**Exercise goal:** Beginning with the first line, retype exactly the records below up to and including the line with "width:16px; height:16px; translate:-50%"; pictures do not belong in the copy.

Start of Provided information

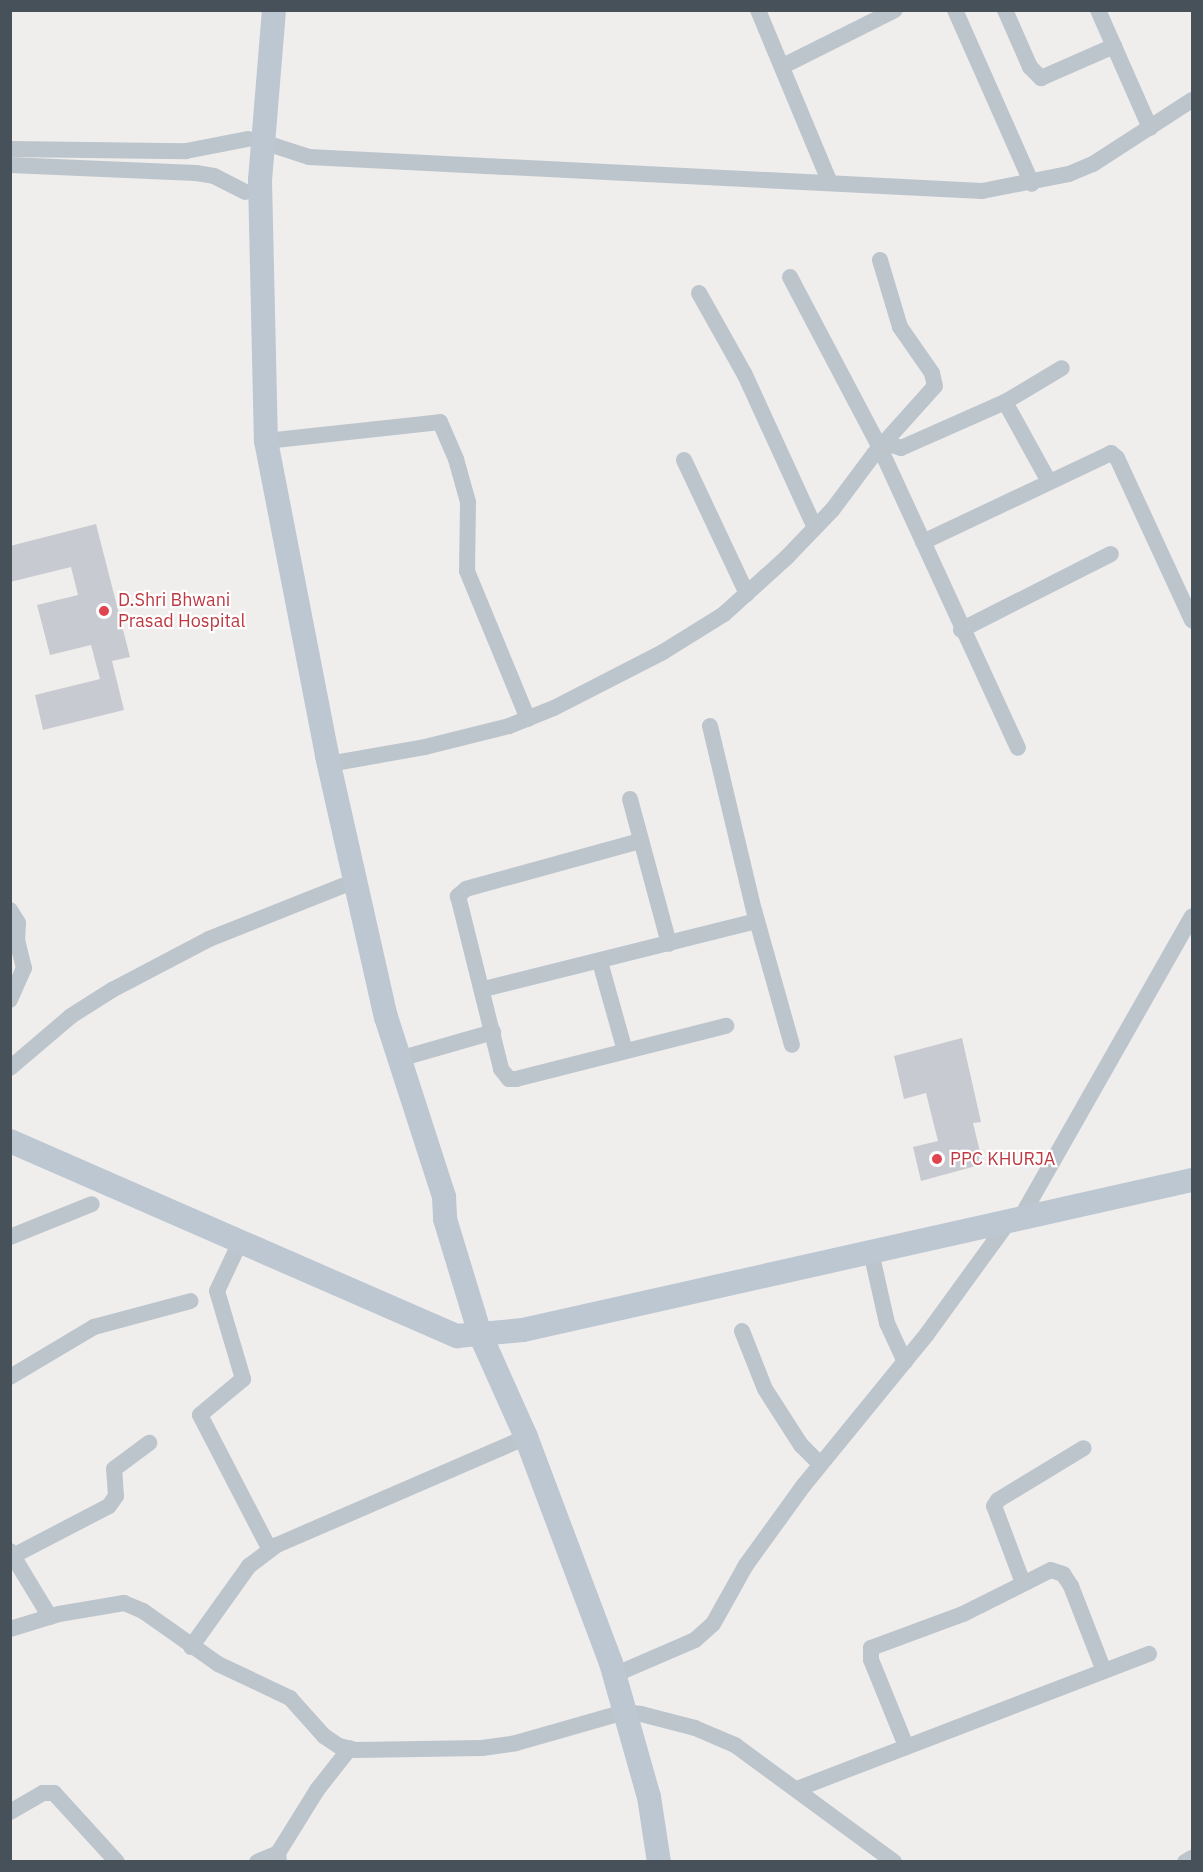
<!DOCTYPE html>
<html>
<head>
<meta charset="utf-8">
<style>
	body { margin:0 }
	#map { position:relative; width:1203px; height:1872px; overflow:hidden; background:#f0eded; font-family:"IBM Plex Sans",sans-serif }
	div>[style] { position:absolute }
	.building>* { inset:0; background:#c7cad0 }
	.street>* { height:16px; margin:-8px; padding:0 8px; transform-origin:8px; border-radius:8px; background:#bcc5cc }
	.secondary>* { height:24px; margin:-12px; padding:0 12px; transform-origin:12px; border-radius:12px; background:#bcc7d1 }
	.dots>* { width:16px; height:16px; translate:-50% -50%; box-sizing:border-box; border:3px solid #fff; border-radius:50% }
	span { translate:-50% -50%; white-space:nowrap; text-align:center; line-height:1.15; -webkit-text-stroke:4.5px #fff; paint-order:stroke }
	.health-label { font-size:18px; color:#be3a42 }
	.left { translate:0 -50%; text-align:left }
	.frame { position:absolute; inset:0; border:12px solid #46515a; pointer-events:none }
</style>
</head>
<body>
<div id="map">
	<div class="building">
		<i style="clip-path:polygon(96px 524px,130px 657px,112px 661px,124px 710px,43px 730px,35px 695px,100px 679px,91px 645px,50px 655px,37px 605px,78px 595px,71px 567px,10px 582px,10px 546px)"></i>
		<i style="clip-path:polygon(962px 1038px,981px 1122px,973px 1123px,983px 1164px,921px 1181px,913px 1147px,938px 1141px,926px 1093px,904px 1099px,894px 1056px)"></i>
	</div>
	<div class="street">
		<i style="left:758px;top:10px;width:187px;rotate:67.4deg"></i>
		<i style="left:955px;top:10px;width:190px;rotate:66.1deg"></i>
		<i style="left:1005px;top:10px;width:62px;rotate:66.3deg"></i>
		<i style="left:1030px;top:67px;width:16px;rotate:45deg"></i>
		<i style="left:1041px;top:78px;width:80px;rotate:-23.7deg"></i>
		<i style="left:1098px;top:10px;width:129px;rotate:66.2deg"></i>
		<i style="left:783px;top:66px;width:125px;rotate:-26.6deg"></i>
		<i style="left:263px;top:142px;width:48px;rotate:18.1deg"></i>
		<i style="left:309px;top:157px;width:674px;rotate:2.89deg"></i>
		<i style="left:982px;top:191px;width:89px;rotate:-11.1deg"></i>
		<i style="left:1069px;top:174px;width:26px;rotate:-23deg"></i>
		<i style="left:1093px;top:164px;width:118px;rotate:-32.9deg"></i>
		<i style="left:10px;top:149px;width:176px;rotate:0.7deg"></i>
		<i style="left:186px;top:151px;width:63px;rotate:-11deg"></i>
		<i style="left:10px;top:165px;width:186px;rotate:2.5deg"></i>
		<i style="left:196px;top:173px;width:18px;rotate:9deg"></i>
		<i style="left:214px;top:176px;width:35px;rotate:27deg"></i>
		<i style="left:790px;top:277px;width:193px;rotate:62.2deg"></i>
		<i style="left:880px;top:448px;width:330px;rotate:65.3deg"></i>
		<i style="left:699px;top:293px;width:94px;rotate:60.7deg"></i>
		<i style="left:745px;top:375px;width:168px;rotate:65.4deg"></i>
		<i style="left:1005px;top:402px;width:66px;rotate:-30.8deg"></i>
		<i style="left:266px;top:441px;width:175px;rotate:-6.2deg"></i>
		<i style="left:440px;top:422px;width:40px;rotate:66.6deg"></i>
		<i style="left:456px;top:459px;width:45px;rotate:74.4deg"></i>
		<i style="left:468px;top:502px;width:69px;rotate:90.8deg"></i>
		<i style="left:467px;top:571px;width:160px;rotate:67.6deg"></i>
		<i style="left:885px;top:443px;width:17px;rotate:17deg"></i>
		<i style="left:901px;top:448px;width:114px;rotate:-23.9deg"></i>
		<i style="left:1005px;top:402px;width:89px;rotate:61.1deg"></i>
		<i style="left:684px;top:460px;width:148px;rotate:64.8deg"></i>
		<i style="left:923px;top:542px;width:208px;rotate:-25.3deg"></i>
		<i style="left:1111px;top:453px;width:8px;rotate:40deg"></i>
		<i style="left:1117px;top:458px;width:179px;rotate:65.2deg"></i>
		<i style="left:961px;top:630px;width:168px;rotate:-26.9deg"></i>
		<i style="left:710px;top:726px;width:189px;rotate:76.6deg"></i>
		<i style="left:754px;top:910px;width:140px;rotate:74.3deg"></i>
		<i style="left:329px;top:764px;width:97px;rotate:-10deg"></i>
		<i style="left:425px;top:747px;width:87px;rotate:-14deg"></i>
		<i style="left:509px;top:726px;width:48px;rotate:-21.8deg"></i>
		<i style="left:554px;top:708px;width:123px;rotate:-27.2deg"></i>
		<i style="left:663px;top:652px;width:72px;rotate:-31.9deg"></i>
		<i style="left:724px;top:614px;width:85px;rotate:-42.1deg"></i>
		<i style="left:787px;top:557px;width:66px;rotate:-46.2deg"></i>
		<i style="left:833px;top:509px;width:69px;rotate:-53.3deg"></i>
		<i style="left:874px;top:454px;width:91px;rotate:-48.1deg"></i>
		<i style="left:935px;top:386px;width:13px;rotate:-103deg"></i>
		<i style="left:932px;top:373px;width:56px;rotate:-124.8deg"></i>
		<i style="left:900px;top:327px;width:70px;rotate:-106.6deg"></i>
		<i style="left:630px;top:799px;width:150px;rotate:74.9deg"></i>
		<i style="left:640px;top:841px;width:180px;rotate:164.6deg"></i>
		<i style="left:466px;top:889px;width:11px;rotate:139deg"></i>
		<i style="left:458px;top:896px;width:178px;rotate:76deg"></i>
		<i style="left:501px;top:1069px;width:13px;rotate:51deg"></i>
		<i style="left:509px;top:1079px;width:7px"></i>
		<i style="left:516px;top:1079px;width:217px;rotate:-14.2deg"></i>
		<i style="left:10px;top:910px;width:15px;rotate:58deg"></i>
		<i style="left:18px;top:923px;width:17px;rotate:93deg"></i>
		<i style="left:17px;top:940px;width:29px;rotate:76deg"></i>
		<i style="left:24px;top:968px;width:35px;rotate:114deg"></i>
		<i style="left:600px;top:962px;width:92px;rotate:74.3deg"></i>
		<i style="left:484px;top:989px;width:281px;rotate:-14deg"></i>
		<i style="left:399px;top:1059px;width:98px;rotate:-16deg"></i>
		<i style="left:10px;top:1068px;width:80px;rotate:-40.4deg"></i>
		<i style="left:71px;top:1016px;width:49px;rotate:-32.4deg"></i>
		<i style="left:112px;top:990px;width:110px;rotate:-27.7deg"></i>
		<i style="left:209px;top:939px;width:143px;rotate:-21.7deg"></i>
		<i style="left:1020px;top:1219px;width:348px;rotate:-60.4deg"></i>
		<i style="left:10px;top:1237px;width:88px;rotate:-21.9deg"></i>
		<i style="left:241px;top:1240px;width:56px;rotate:115.2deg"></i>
		<i style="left:217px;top:1291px;width:92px;rotate:73.5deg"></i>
		<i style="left:243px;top:1379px;width:56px;rotate:140.1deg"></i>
		<i style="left:200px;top:1415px;width:152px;rotate:62.6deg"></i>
		<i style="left:871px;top:1252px;width:73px;rotate:77.3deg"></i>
		<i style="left:887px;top:1323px;width:43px;rotate:65.2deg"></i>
		<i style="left:742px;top:1331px;width:62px;rotate:68.4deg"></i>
		<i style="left:765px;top:1389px;width:67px;rotate:57.3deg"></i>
		<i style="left:801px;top:1445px;width:27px;rotate:45deg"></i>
		<i style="left:10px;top:1377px;width:98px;rotate:-30.8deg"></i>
		<i style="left:94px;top:1327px;width:100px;rotate:-15deg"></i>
		<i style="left:10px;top:1551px;width:77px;rotate:58.8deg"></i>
		<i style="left:13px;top:1556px;width:108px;rotate:-27.5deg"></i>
		<i style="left:109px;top:1506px;width:12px;rotate:-55deg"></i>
		<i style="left:116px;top:1496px;width:27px;rotate:-94deg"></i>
		<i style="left:114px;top:1469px;width:44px;rotate:-36.6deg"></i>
		<i style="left:1023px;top:1583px;width:82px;rotate:-110.6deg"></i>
		<i style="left:994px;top:1506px;width:7px;rotate:-56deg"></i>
		<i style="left:998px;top:1500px;width:100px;rotate:-31.2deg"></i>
		<i style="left:10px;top:1629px;width:51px;rotate:-17deg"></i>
		<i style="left:59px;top:1614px;width:66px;rotate:-9.6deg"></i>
		<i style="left:124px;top:1603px;width:21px;rotate:23deg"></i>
		<i style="left:143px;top:1611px;width:92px;rotate:35.2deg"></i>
		<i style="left:218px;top:1664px;width:80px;rotate:25.3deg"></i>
		<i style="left:290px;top:1698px;width:51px;rotate:48.2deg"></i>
		<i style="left:324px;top:1736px;width:18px;rotate:34deg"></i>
		<i style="left:339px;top:1746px;width:16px;rotate:14deg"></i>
		<i style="left:355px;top:1750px;width:127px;rotate:-0.9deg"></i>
		<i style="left:482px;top:1748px;width:34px;rotate:-8deg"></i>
		<i style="left:516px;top:1743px;width:113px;rotate:-15.9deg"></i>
		<i style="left:625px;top:1712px;width:16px;rotate:7deg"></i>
		<i style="left:641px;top:1714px;width:56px;rotate:14.5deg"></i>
		<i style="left:695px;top:1728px;width:43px;rotate:23deg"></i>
		<i style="left:735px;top:1745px;width:197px;rotate:36.3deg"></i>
		<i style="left:191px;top:1647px;width:100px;rotate:-54.4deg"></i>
		<i style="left:249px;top:1566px;width:35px;rotate:-37deg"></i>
		<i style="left:277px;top:1545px;width:271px;rotate:-23.4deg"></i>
		<i style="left:614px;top:1675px;width:88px;rotate:-23.4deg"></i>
		<i style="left:695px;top:1640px;width:24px;rotate:-42deg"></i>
		<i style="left:713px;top:1624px;width:68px;rotate:-60.8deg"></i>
		<i style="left:746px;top:1565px;width:99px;rotate:-54.1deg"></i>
		<i style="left:804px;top:1485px;width:195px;rotate:-50.8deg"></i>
		<i style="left:927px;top:1334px;width:140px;rotate:-54deg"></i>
		<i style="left:906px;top:1746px;width:93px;rotate:-112.1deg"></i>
		<i style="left:871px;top:1660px;width:12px;rotate:-90deg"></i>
		<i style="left:871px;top:1648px;width:98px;rotate:-20.3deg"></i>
		<i style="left:963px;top:1614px;width:98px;rotate:-26.6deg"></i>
		<i style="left:1051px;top:1570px;width:13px;rotate:18deg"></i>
		<i style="left:1063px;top:1574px;width:14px;rotate:56deg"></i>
		<i style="left:1071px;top:1586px;width:91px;rotate:68.8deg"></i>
		<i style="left:797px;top:1789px;width:377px;rotate:-21deg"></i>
		<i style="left:10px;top:1812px;width:38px;rotate:-30deg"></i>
		<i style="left:43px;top:1793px;width:11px"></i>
		<i style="left:54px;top:1793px;width:93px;rotate:47.6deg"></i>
		<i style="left:257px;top:1862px;width:23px;rotate:-23deg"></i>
		<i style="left:279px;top:1862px;width:9px;rotate:-96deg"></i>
		<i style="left:278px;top:1853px;width:74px;rotate:-58.2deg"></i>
		<i style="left:317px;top:1790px;width:53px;rotate:-51.8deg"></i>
		<i style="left:1185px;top:1862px;width:8px;rotate:-30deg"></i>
	</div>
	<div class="secondary">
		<i style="left:274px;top:10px;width:171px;rotate:94.7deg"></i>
		<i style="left:260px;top:180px;width:261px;rotate:88.7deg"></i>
		<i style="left:266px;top:441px;width:321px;rotate:79deg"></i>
		<i style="left:327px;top:756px;width:268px;rotate:77.3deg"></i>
		<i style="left:386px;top:1017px;width:189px;rotate:72.1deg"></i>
		<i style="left:444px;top:1197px;width:22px;rotate:87deg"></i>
		<i style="left:445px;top:1219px;width:120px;rotate:73.1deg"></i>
		<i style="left:480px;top:1334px;width:113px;rotate:65.9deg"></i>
		<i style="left:526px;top:1437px;width:241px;rotate:69.4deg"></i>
		<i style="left:611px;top:1663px;width:139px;rotate:74.2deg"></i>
		<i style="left:649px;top:1797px;width:66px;rotate:81.3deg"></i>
		<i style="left:10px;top:1141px;width:488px;rotate:23.6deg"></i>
		<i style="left:457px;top:1336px;width:66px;rotate:-5.2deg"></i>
		<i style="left:523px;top:1330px;width:686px;rotate:-12.64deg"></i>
	</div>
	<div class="dots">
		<i style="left:104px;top:611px;background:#e0444e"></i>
		<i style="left:937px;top:1159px;background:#e0444e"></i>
	</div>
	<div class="health-label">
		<span class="left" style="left:118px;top:611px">D.Shri Bhwani<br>Prasad Hospital</span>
		<span class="left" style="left:950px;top:1159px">PPC KHURJA</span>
	</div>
	<div class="frame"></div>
</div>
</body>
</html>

End of Provided information

**Output of the task:**
<!DOCTYPE html>
<html>
<head>
<meta charset="utf-8">
<style>
	body { margin:0 }
	#map { position:relative; width:1203px; height:1872px; overflow:hidden; background:#f0eded; font-family:"IBM Plex Sans",sans-serif }
	div>[style] { position:absolute }
	.building>* { inset:0; background:#c7cad0 }
	.street>* { height:16px; margin:-8px; padding:0 8px; transform-origin:8px; border-radius:8px; background:#bcc5cc }
	.secondary>* { height:24px; margin:-12px; padding:0 12px; transform-origin:12px; border-radius:12px; background:#bcc7d1 }
	.dots>* { width:16px; height:16px; translate:-50% -50%; box-sizing:border-box; border:3px solid #fff; border-radius:50% }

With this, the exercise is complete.